Furthermore, respondent claims that, contrary to the asseveration of petitioner, prior to the issuance of the DOLE Order, the prevailing rule is to exclude excess teaching load, which is akin to overtime, in the computation of a teacher's basic salary and, ultimately, in the computation of his 13th-month pay.

As to respondent's alleged non-payment of petitioner's consolidated money claims, respondent contends that the findings of the LA regarding these matters, which were affirmed by the NLRC and the CA, have clear and convincing factual and legal bases to stand on.

The Court’s Ruling

The Court finds the petition bereft of merit.

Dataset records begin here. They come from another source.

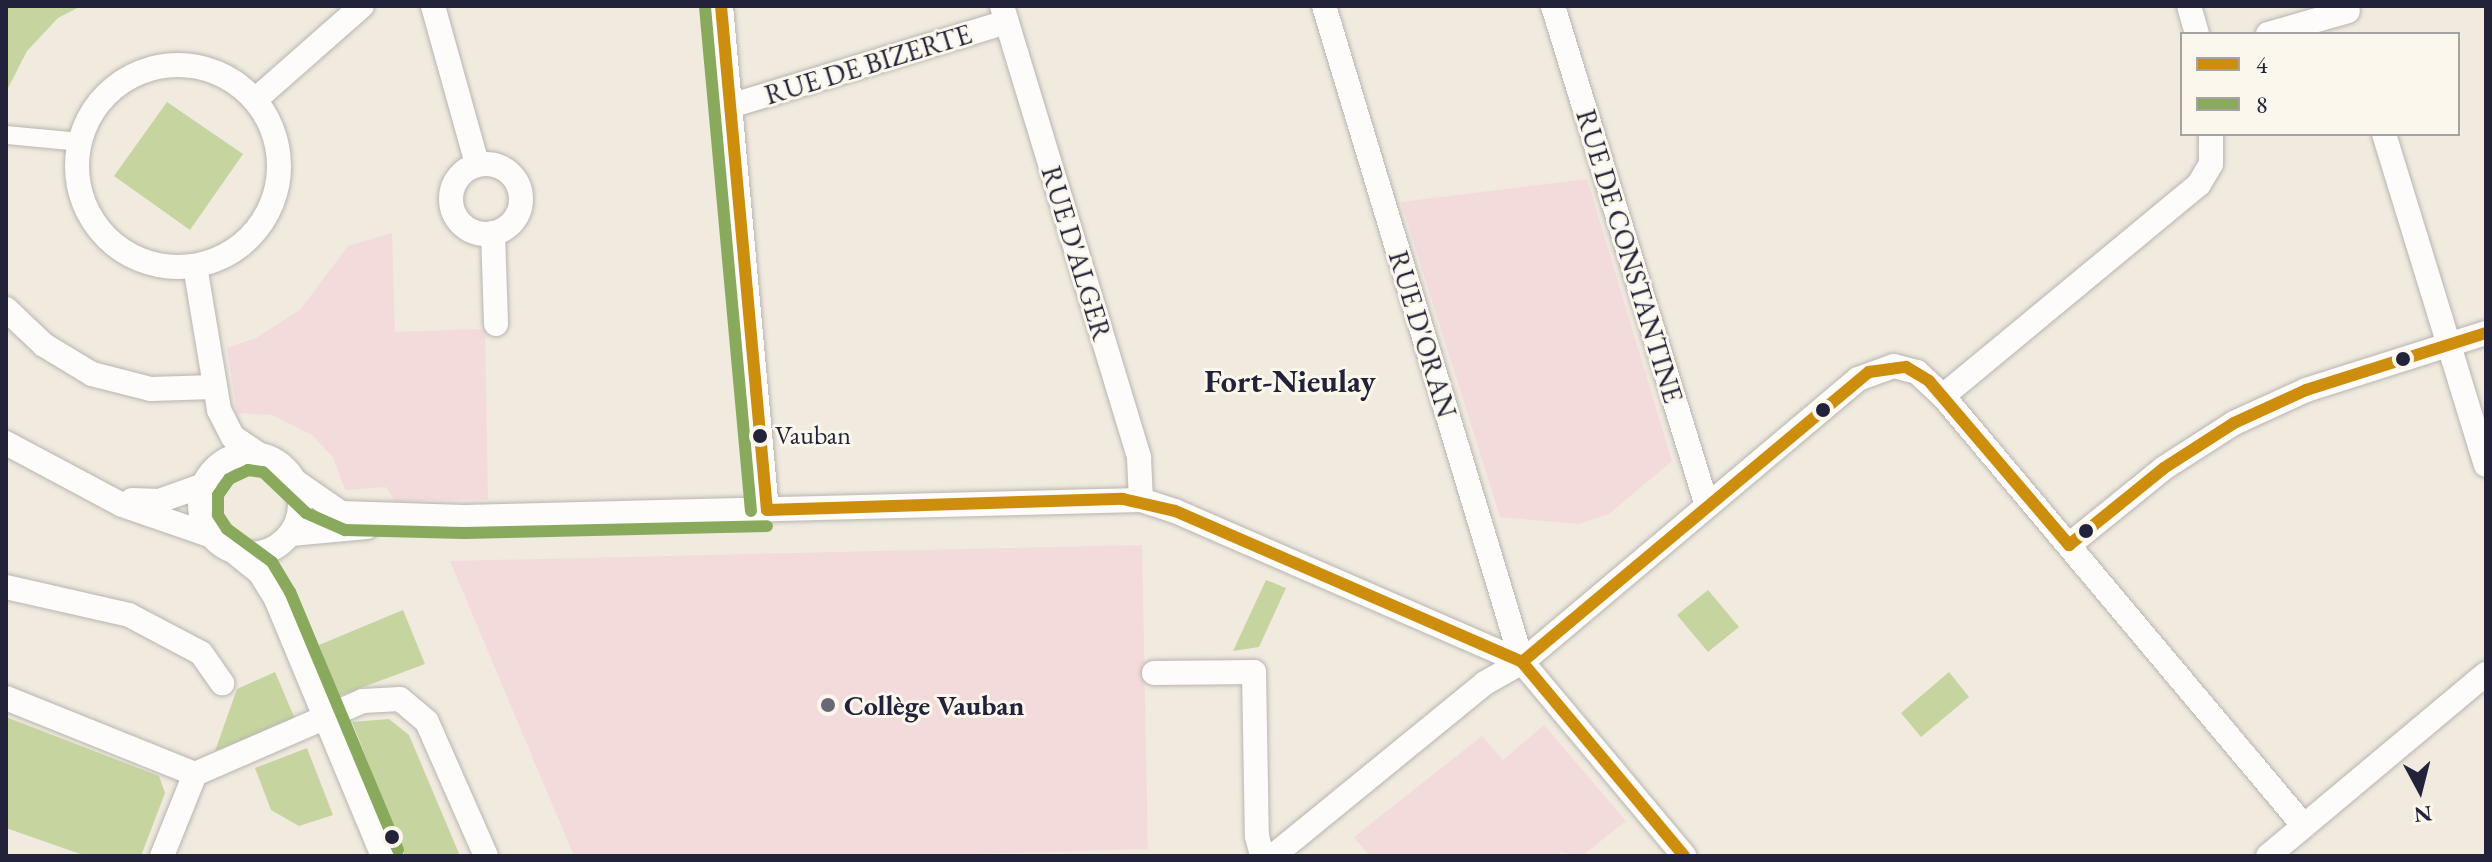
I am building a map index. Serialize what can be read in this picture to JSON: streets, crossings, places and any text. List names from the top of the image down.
{
  "streets": {
    "street": [
      "RUE DE BIZERTE",
      "RUE D'ALGER",
      "RUE DE CONSTANTINE",
      "RUE D'ORAN"
    ]
  },
  "crossings": [
    ["RUE DE BIZERTE", "RUE D'ALGER"]
  ],
  "districts": ["Fort-Nieulay"],
  "places": ["Vauban", "Collège Vauban"],
  "lines": ["transit line 4", "transit line 8"],
  "legend": ["4", "8"],
  "north": "bottom"
}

As to the first and third assigned errors, petitioner would have this Court review the factual findings of the LA as affirmed by the NLRC and the CA, to wit.
With respect to the alleged non-payment of benefits under Wage Order No. 5, this Office is convinced that after the lapse of the one-year period of exemption from compliance with Wage Order No. 5 (Exhibit “1-B), which exemption was granted by then Labor Minister Blas Ople, the School settled its obligations to its employees, conformably with the agreement reached during the management-employees meeting of June 26, 1985 (Exhibits “4-B” up to “4-D”, also Exhibit “6-x-1”). The Union has presented no evidence that the settlement reached during the June 26, 1985 meeting was the result of coercion. Indeed, what is significant is that the agreement of June 26, 1985 was signed by Mr. Porferio Ferrer, then Faculty President and an officer of the complaining Union. Moreover, the samples from the payroll journal of the School, identified and offered in evidence in these cases (Exhibits “1-C” and 1-D”), shows that the School paid its employees the benefits under Wage Order No. 5 (and even Wage Order No. 6) beginning June 16, 1985.

Under the circumstances, therefore, the claim of the Union on this point must likewise fail.

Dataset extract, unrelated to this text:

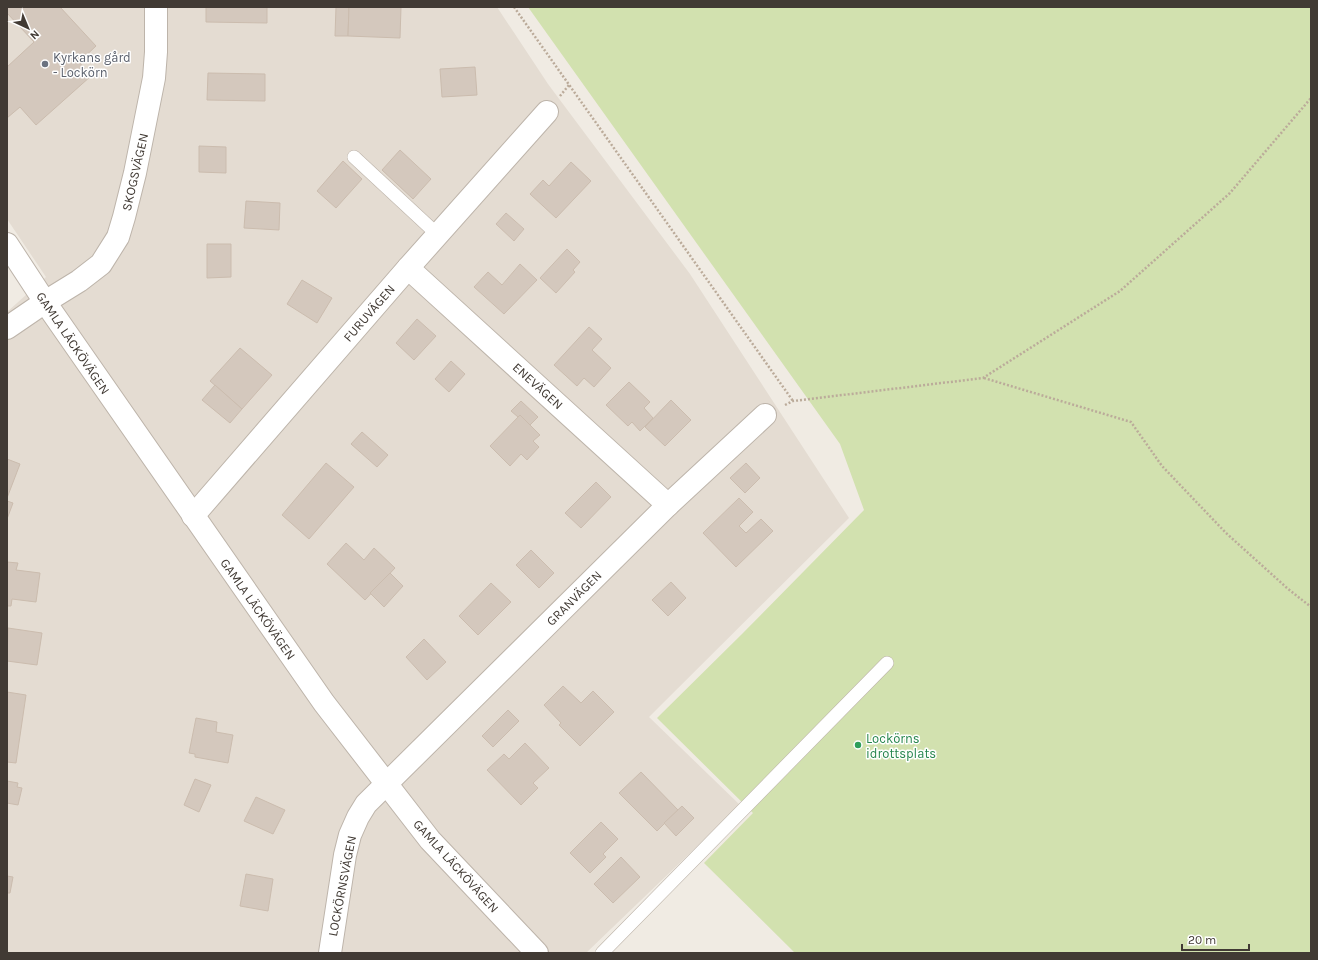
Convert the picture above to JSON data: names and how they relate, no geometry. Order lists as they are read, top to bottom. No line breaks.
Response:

The claim of the Union for salary differentials due to the improper computation of compensation per unit of excess load cannot hold water for the simple reason that during the Schoolyears in point there were no classes from June 1-14 and October 17-31. This fact was not refuted by the Union. Since extra load should be paid only when actually performed by the employees, no salary differentials are due the Union members.

The non-academic members of the Union cannot legally insist on wage increases due to “Job Grading”. From the records it appears that “Job Grading” is a system adopted by the School by which positions are classified and evaluated according to the prescribed qualifications therefor. It is akin to a merit system whereby salary increases are made dependent upon the classification, evaluation and grading of the position held by an employee.

The system of Job Grading was initiated by the School in Schoolyear 1989-1990. In 1992, just before the first of the two money claims was filed, a new Job Grading process was initiated by the School.

Under the circumstances obtaining, it cannot be argued that there were repeated grants of salary increases due to Job Grading to warrant the conclusion that some benefit was granted in favor of the non-academic personnel that could no longer be eliminated or banished under Article 100 of the Labor Code. Since the Job Grading exercises of the School were neither consistent nor for a considerable period of time, the monetary claims attendant to an increase in job grade are non-existent.

The claim of the Union that its members were not given their full share in the tuition fee increases for the Schoolyears 1989-1990, 1990-1991 and 1991-1992 is belied by the evidence presented by the School which consists of the unrefuted testimony of its Accounting Coordinator, Ms. Rosario Manlapaz, and the reports extrapolated from the journals and general ledgers of the School (Exhibits “2”, “2-A” up to “2-G”). The evidence indubitably shows that in Schoolyear 1989-1990, the School incurred a deficit of P445,942.25, while in Schoolyears 1990-1991 and 1991-1992, the School paid out, 91% and 77%, respectively, of the increments in the tuition fees collected.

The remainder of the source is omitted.